Tsstsstss Michel… Bref.

Si pour certains, le Connemara est un peu d’enfer, pour moi, il fut le paradis. Nous y avons trouvé la nature comme nous l’aimons, libre, brute, celle qui laisse de la place aux paysages luxuriants où paissent tranquillement vaches, moutons et chevaux. Et bien sûr, l’Irlande des légendes où se nichent de nombreuses ruines médiévales. 

D’ailleurs, le premier stop du jour est à Aughnanure Castle, situé depuis le XVe siècle sur une « île » de la Drimneen, sur les rives du lac Corrib. Nous garons la voiture et longeons un gentil ruisseau jusqu’à ce qu’apparaisse, après un pont rocheux, une charmante tour de 6 étages au milieu d’une pelouse bien verte. Il paraît qu’à l’époque, le fort abritait le chef de clan O’Flahertys et toute sa famille.

L’escalier en colimaçon, avec ses hautes marches, nous permet d’explorer les différents niveaux du donjon : une pièce par étage. Elles sont vides, mais les murs de pierre épais et la haute voûte du 4e étage, nous ramènent irrémédiablement au Moyen Âge. Un chat gris se faufile et nous précède partout où nous allons. Nous le quittons pour reprendre la route vers Wesport, qui sera notre étape pour la nuit.

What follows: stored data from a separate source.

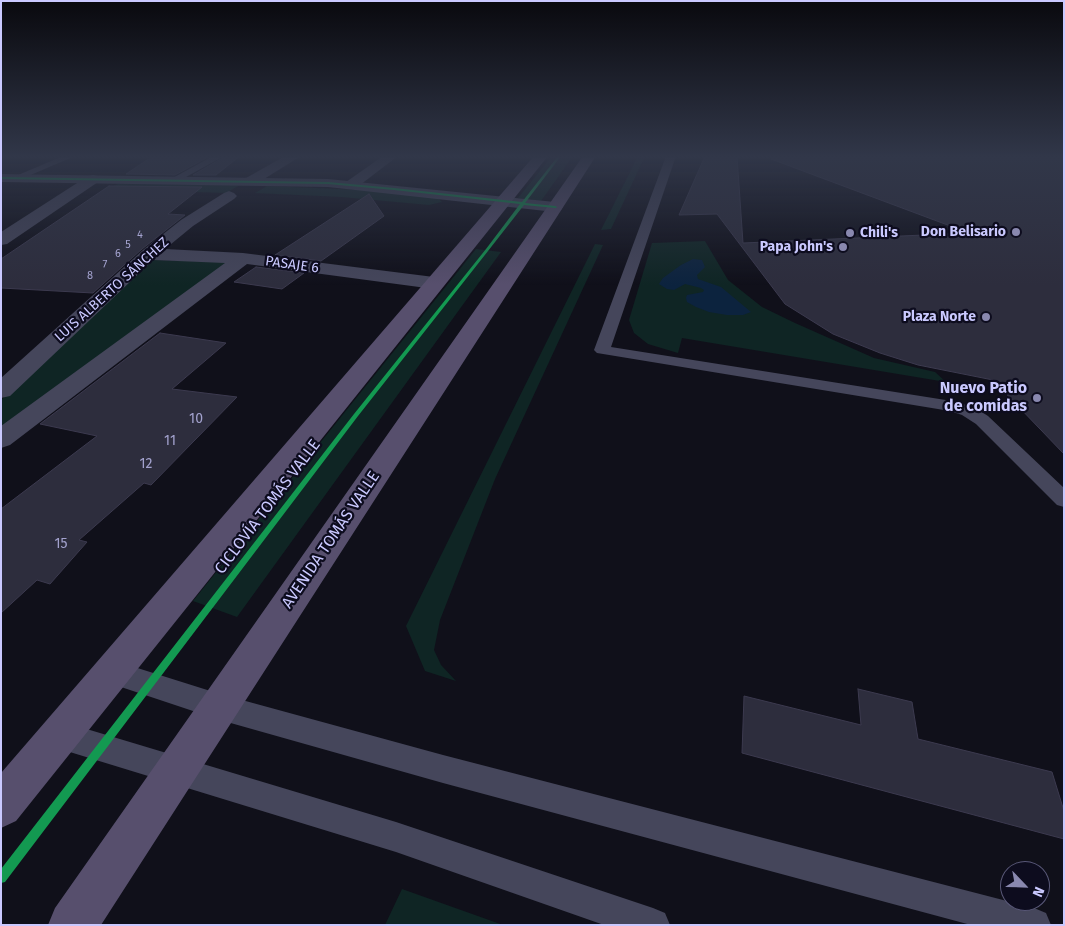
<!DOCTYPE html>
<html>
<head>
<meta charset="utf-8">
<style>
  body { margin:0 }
  #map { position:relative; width:1065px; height:926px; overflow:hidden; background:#10101a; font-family:"Fira Sans",sans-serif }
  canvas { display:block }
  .frame { position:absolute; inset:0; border:2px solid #cac9ff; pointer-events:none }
  .north { position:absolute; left:1000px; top:861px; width:50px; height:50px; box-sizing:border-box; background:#0d0c1e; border:1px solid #595878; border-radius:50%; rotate:114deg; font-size:14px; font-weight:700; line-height:20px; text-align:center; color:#cac9ff }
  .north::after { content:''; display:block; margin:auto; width:18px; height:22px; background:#8988af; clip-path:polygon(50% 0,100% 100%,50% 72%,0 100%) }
</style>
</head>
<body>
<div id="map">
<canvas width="1065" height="926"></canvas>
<div class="frame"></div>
<div class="north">N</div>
</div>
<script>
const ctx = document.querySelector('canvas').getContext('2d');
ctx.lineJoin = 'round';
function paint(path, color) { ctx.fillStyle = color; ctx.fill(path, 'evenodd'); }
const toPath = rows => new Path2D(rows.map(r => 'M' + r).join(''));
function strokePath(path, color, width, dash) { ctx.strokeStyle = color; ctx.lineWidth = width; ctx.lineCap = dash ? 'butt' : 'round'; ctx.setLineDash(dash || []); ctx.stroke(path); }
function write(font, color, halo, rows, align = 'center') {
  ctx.font = font + ' "Fira Sans",sans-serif'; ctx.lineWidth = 4.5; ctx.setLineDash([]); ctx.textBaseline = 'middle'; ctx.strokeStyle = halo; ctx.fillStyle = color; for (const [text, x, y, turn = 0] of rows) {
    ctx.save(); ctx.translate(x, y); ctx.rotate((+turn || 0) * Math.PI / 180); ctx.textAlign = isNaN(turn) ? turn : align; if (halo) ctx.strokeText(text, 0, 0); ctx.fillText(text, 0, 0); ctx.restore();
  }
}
const green = toPath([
  [552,156,573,156,541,201,518,198],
  [638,156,645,156,611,229,601,230],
  [118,184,240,185,226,193,106,189],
  [267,186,364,190,437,197,442,202,429,205,341,197,255,193],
  [705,241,728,280,762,307,795,323,874,358,935,372,946,382,682,338,678,353,648,344,634,333,629,320,652,243],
  [595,244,603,245,495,479,440,620,434,650,441,665,456,681,425,671,406,626],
  [476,249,501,252,237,617,193,601],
  [154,260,225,262,226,266,1,431,1,400,148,262],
  [402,889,503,925,385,925]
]);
const water = toPath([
  [693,259,702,260,705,267,697,275,698,279,721,287,751,312,743,315,727,315,709,312,696,307,687,302,686,298,687,295,703,292,704,290,701,288,685,284,674,290,667,289,659,284,663,278,681,265]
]);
const building = toPath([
  [153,156,210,156,175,175,126,174,153,156],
  [226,156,240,156,216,175,193,175,226,156],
  [705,156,737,156,743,243,969,233,771,159,771,156,1064,156,1064,454,993,380,918,365,880,353,833,334,785,304,717,214,679,215,705,156],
  [109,186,202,187,168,214,185,215,142,249,93,293,1,288,1,259,109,186],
  [369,194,384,216,321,261,275,255,369,194],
  [256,267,304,273,282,289,234,282,256,267],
  [160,333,226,343,172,389,237,397,151,485,144,483,79,540,87,542,50,584,37,580,1,613,1,509,97,436,40,424,160,333],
  [858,689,912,702,918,739,1052,772,1064,811,1064,839,742,753,744,696,861,725,858,689]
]);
const service = toPath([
  [63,156,75,156,19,180,13,180,11,178,63,156],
  [213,156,224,156,177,182,171,182,169,180,213,156],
  [666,156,676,156,611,347,952,401,974,407,988,416,1064,488,1064,507,1057,505,976,424,962,415,950,411,597,353,594,350,666,156],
  [112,660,220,694,443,755,1034,908,1046,913,1051,925,971,925,443,783,220,720,112,684,103,680,99,672,103,664,112,660],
  [60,721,396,822,653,908,665,913,670,925,604,925,396,852,60,749,50,745,46,735,50,725,60,721]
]);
const minor = toPath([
  [285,156,301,156,256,184,251,185,246,184,244,181,246,178,285,156],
  [383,156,398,156,356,188,346,188,344,185,346,182,383,156],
  [93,175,98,176,100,179,98,182,7,244,1,245,1,232,88,176,93,175],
  [229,191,234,193,237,196,234,199,193,226,165,249,243,253,434,277,441,279,444,283,441,287,434,289,247,264,10,445,1,448,1,426,225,263,153,260,10,396,1,398,1,378,143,250,181,220,224,193,229,191]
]);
const tertiary = toPath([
  [1,174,328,179,555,202,561,204,563,207,561,210,555,212,328,187,1,182,1,174]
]);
const primary = toPath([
  [534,156,548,156,16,821,1,828,1,773,534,156],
  [583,156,596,156,101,925,48,925,55,908,583,156]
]);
const cycleway = toPath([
  [558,156,561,156,525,203,555,206,557,207,556,208,524,205,488,251,358,416,5,882,1,883,1,869,354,414,486,249,520,204,394,190,328,184,1,179,1,177,328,182,394,188,522,202,558,156]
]);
const markers = [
  [1016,232,5,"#8988af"],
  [850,233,5,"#8988af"],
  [843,247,5,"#8988af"],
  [986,317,5,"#8988af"],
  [1037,398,5,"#8988af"]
];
const farNumbernames = [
  ["4",140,235],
  ["5",128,245],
  ["6",118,254],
  ["7",105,265],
  ["8",90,276]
];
const farPoinames = [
  ["Don Belisario",1006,232],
  ["Chili's",860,233,"left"],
  ["Papa John's",833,247],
  ["Plaza Norte",976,317]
];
const farStreetnames = [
  ["PASAJE 6",292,265,8],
  ["LUIS ALBERTO SÁNCHEZ",112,290,-42]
];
const numberNames = [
  ["10",196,419],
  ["11",170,441],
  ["12",146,464],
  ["15",61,544]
];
const poiNames = [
  ["Nuevo Patio",1027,389],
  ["de comidas",1027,407]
];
const streetNames = [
  ["CICLOVÍA TOMÁS VALLE",268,507,-53],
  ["AVENIDA TOMÁS VALLE",331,540,-56]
];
paint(green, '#0f2524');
paint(water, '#0c233e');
paint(building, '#2d2d3d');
strokePath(building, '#3c3a4f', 1);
paint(service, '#45465b');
paint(minor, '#45465b');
paint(tertiary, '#45465b');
paint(primary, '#574f6d');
paint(cycleway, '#139951');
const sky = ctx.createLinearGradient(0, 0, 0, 285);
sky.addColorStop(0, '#09090e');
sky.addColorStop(0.55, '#313749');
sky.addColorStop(1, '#31374900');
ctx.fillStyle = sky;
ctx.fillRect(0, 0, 1065, 285);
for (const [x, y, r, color] of markers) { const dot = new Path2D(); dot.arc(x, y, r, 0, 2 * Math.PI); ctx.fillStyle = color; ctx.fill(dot); strokePath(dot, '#0d0c1e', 2); }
write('11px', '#a3a2ce', null, farNumbernames);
write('bold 14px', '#cac9ff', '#0d0c1e', farPoinames, 'right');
write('14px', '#cac9ff', '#0d0c1e', farStreetnames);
write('14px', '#a3a2ce', null, numberNames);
write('bold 16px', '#cac9ff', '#0d0c1e', poiNames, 'right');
write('16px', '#cac9ff', '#0d0c1e', streetNames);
</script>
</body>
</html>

Mais avant d’arriver au bon port, intéressons-nous au lac Corrib. Qu’en dit notre guide ? « Il est le deuxième plus grand lac d’Irlande : 44 km de long pour 16 km dans sa plus grande largeur. Il compte 1327 îles et récifs, qui abritent des loutres, des oiseaux aquatiques et des espèces de plantes rares. Il jouit d’une réputation mondiale pour ceux qui pratiquent la pêche de la truite à la mouche. Les pêcheurs y trouveront d’ailleurs un excellent réseau de barques à louer tout autour du lac. »

STOOOOOOOOP. J’ai bien entendu, il y a des barques ????!!!! C’est simple, si vous voulez que Wilfried et moi passions une bonne journée, il y a, entre autres, un combo gagnant barques-moutons (-vaches, marche aussi).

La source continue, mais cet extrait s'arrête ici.